____ Data for this task
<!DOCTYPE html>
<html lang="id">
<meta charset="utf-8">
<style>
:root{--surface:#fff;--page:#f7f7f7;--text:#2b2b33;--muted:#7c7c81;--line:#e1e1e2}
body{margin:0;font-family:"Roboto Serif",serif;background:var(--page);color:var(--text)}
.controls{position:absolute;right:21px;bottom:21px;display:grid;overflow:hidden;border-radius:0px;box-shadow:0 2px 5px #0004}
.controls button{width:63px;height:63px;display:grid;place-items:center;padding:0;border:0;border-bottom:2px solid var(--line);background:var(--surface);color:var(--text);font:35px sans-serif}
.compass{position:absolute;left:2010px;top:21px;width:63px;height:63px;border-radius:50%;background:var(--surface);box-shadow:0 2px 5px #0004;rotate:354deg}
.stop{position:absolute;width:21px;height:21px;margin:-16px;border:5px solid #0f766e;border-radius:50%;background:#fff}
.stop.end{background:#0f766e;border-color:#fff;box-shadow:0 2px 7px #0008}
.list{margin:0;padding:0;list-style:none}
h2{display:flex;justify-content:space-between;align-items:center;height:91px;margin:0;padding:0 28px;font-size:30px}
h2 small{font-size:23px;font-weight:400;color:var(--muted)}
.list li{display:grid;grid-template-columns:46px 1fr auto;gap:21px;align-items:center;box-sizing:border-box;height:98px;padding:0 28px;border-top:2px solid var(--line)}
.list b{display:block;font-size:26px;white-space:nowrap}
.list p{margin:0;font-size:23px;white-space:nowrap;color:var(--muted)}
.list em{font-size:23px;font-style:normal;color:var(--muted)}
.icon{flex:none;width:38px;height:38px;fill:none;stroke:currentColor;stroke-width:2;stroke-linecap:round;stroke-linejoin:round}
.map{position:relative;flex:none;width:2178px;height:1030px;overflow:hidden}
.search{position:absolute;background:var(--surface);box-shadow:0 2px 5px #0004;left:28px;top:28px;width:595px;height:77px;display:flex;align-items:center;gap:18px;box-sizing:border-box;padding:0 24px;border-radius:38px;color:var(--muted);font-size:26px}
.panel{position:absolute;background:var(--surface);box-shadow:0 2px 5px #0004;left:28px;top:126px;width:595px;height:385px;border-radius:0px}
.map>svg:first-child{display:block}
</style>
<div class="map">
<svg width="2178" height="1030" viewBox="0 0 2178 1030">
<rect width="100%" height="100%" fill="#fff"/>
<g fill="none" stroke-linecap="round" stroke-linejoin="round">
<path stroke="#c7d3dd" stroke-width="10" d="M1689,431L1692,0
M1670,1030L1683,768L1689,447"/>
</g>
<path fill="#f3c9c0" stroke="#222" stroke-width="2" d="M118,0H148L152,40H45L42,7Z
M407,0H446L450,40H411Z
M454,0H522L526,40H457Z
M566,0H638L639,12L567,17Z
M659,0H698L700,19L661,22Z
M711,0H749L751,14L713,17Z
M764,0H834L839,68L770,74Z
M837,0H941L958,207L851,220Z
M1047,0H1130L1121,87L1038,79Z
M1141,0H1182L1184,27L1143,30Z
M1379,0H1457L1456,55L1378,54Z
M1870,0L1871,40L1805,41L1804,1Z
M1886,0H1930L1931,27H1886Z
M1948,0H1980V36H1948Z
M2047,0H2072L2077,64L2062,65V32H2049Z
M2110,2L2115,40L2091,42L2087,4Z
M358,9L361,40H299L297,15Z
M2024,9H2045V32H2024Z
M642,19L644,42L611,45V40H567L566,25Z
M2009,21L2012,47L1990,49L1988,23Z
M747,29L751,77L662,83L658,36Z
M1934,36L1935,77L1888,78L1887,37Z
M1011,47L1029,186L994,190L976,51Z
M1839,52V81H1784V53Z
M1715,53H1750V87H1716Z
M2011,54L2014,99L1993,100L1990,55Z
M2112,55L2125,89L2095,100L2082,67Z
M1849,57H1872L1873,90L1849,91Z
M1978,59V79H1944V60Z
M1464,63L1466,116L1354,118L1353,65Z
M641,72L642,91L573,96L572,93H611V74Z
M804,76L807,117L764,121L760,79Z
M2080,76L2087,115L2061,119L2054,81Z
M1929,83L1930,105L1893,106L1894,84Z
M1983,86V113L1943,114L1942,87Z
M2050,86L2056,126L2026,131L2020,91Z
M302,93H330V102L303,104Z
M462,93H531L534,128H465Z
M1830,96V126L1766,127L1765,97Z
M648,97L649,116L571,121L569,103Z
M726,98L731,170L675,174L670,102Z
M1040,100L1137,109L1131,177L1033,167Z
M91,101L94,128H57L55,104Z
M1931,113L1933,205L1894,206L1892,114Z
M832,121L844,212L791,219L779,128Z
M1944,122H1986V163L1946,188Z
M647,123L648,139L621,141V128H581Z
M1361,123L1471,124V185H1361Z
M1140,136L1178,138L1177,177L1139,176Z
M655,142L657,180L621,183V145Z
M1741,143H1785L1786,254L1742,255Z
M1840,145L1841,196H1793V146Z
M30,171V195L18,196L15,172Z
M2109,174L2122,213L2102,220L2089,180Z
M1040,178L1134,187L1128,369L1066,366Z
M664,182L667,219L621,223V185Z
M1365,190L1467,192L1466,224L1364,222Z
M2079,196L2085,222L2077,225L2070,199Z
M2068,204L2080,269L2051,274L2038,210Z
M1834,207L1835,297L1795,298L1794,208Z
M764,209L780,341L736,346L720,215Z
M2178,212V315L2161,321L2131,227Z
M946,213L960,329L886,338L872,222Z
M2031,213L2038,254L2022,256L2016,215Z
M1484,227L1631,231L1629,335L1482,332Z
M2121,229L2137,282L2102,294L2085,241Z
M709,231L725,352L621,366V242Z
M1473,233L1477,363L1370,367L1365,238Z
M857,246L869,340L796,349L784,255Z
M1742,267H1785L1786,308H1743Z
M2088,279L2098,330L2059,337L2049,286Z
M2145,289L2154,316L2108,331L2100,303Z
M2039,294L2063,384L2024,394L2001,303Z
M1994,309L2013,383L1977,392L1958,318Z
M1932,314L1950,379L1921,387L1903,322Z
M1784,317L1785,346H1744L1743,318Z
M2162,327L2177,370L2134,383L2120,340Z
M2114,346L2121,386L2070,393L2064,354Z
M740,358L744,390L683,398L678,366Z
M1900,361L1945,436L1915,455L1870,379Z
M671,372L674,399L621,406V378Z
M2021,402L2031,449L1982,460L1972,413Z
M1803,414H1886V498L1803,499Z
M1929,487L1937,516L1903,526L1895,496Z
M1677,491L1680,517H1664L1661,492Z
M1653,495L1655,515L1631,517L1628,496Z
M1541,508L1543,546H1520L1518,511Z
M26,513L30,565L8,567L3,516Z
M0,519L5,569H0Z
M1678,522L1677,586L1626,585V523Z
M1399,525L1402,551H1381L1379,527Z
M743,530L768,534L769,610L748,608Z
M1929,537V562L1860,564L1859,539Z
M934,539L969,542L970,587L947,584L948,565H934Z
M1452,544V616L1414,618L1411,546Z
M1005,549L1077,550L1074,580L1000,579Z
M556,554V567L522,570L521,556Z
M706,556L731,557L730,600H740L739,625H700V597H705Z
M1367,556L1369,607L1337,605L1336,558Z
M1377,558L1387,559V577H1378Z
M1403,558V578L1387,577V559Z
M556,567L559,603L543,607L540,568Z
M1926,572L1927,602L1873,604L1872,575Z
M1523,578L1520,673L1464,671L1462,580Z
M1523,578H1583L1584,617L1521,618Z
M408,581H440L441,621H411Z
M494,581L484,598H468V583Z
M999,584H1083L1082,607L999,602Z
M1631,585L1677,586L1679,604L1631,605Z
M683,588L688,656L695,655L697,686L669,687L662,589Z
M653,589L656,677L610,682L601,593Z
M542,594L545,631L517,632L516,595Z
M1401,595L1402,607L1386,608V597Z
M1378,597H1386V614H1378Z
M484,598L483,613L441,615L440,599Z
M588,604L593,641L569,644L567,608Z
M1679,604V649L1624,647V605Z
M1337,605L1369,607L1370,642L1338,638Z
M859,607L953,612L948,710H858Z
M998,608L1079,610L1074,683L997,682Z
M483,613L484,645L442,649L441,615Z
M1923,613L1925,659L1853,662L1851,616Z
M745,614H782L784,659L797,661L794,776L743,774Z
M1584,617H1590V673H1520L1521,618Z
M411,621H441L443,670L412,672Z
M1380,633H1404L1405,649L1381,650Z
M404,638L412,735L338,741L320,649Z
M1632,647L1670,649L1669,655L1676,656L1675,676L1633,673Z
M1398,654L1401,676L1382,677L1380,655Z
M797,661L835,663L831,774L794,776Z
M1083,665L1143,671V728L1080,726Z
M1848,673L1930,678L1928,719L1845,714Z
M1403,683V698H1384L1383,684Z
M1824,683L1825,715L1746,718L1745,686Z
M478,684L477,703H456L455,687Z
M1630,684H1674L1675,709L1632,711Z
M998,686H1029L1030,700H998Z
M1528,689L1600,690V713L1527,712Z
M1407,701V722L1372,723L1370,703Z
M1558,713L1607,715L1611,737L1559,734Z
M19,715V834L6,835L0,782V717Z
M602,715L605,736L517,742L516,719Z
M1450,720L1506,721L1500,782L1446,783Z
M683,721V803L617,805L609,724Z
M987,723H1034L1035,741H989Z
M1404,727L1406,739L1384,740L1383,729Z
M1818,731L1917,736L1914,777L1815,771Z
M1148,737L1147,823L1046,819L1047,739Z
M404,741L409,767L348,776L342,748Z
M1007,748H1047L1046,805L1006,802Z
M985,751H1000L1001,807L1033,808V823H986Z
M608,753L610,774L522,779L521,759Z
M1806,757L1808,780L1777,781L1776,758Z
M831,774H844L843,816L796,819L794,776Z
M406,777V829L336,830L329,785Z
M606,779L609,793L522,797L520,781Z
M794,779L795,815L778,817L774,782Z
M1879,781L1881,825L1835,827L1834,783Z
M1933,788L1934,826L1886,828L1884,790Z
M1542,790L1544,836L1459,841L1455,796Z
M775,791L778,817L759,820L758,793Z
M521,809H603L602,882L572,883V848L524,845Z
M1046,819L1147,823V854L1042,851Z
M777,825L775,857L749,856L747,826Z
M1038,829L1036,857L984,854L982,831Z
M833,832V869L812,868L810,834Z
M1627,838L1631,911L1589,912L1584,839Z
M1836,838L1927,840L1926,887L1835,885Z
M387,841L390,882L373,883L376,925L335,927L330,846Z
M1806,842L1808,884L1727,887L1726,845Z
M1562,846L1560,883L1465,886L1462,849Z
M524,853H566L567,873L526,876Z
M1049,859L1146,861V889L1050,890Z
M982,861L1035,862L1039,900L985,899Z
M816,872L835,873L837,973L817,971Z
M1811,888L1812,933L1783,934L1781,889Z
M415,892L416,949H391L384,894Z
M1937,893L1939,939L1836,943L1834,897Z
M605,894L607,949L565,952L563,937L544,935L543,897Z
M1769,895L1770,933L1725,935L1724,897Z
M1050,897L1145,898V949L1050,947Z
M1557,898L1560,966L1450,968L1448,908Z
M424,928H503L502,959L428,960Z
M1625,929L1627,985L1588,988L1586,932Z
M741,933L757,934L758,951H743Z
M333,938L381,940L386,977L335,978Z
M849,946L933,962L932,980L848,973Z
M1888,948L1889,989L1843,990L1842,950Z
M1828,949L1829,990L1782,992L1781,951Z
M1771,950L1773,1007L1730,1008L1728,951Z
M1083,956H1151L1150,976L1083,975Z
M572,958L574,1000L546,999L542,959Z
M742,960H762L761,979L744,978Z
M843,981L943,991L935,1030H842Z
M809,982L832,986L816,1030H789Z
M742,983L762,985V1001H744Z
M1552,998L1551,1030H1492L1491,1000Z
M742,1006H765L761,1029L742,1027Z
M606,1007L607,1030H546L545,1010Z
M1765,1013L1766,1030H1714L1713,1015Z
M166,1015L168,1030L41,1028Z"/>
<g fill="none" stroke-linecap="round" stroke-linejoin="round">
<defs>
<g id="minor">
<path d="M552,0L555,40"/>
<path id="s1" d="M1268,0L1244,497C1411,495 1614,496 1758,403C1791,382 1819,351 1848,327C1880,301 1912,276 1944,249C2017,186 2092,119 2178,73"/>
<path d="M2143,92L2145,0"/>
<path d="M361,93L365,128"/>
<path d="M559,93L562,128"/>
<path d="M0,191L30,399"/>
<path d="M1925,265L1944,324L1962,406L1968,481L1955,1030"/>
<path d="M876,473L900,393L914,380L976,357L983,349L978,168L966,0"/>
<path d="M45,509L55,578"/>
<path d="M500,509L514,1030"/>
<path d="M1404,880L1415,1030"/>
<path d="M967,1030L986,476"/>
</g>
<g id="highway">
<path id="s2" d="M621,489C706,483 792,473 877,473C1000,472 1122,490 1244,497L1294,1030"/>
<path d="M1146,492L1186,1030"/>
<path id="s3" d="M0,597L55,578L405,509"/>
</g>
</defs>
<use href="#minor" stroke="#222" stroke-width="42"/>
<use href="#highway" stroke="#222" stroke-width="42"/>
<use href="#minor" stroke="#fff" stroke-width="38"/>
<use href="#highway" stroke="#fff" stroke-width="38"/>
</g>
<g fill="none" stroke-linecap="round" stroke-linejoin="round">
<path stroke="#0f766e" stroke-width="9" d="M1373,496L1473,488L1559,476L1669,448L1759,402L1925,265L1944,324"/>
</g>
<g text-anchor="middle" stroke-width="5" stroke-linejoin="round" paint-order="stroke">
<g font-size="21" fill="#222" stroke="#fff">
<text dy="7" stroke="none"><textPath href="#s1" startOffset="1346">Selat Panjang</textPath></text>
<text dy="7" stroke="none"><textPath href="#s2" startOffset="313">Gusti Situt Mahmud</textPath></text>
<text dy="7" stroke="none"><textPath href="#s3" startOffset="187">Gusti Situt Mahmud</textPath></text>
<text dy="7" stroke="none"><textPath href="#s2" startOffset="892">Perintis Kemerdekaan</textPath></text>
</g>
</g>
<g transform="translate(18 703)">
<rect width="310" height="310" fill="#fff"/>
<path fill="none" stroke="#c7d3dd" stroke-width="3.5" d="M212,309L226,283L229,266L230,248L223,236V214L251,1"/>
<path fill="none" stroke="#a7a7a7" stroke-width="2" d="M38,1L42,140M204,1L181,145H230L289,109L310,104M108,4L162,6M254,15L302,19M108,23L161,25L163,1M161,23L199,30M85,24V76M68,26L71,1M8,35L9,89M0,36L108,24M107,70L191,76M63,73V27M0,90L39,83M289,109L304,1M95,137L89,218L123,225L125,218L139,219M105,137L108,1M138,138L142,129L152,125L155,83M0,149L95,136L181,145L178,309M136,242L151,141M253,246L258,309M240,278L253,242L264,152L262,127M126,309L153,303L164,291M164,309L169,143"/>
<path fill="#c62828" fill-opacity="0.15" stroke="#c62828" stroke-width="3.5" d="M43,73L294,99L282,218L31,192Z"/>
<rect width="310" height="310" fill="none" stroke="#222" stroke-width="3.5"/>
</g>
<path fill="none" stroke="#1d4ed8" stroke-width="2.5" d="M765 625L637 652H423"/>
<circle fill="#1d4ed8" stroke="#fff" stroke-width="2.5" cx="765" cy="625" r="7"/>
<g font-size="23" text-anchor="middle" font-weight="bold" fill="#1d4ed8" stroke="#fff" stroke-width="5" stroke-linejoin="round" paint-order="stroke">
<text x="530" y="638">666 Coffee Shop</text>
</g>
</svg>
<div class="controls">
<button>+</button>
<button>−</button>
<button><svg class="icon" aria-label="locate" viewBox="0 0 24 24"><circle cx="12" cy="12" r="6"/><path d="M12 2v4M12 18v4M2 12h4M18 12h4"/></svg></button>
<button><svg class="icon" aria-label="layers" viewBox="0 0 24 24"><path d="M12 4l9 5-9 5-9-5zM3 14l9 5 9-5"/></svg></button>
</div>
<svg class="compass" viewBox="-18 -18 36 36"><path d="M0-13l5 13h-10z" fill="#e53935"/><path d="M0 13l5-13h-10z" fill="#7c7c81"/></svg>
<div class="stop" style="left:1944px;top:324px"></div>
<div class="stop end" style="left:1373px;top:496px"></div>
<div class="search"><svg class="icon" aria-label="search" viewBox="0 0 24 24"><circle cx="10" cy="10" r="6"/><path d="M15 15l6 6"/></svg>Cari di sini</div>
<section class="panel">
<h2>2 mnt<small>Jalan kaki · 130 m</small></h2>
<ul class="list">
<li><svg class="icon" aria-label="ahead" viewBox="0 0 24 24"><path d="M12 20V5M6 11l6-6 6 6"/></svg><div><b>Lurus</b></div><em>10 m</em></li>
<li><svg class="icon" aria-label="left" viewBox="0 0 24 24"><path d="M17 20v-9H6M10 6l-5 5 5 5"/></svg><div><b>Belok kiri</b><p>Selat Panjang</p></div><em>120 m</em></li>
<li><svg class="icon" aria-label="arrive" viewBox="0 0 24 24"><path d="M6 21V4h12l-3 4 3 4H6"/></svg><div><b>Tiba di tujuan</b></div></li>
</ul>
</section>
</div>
________
• Work to complete
Among the records above, extract exactly the lines from the line with "M641,72L642,91L573,96L572,93H611V74Z" to the line with "M647,123L648,139L621,141V128H581Z", both lines included, and leave out the rest.

• Written response
M641,72L642,91L573,96L572,93H611V74Z
M804,76L807,117L764,121L760,79Z
M2080,76L2087,115L2061,119L2054,81Z
M1929,83L1930,105L1893,106L1894,84Z
M1983,86V113L1943,114L1942,87Z
M2050,86L2056,126L2026,131L2020,91Z
M302,93H330V102L303,104Z
M462,93H531L534,128H465Z
M1830,96V126L1766,127L1765,97Z
M648,97L649,116L571,121L569,103Z
M726,98L731,170L675,174L670,102Z
M1040,100L1137,109L1131,177L1033,167Z
M91,101L94,128H57L55,104Z
M1931,113L1933,205L1894,206L1892,114Z
M832,121L844,212L791,219L779,128Z
M1944,122H1986V163L1946,188Z
M647,123L648,139L621,141V128H581Z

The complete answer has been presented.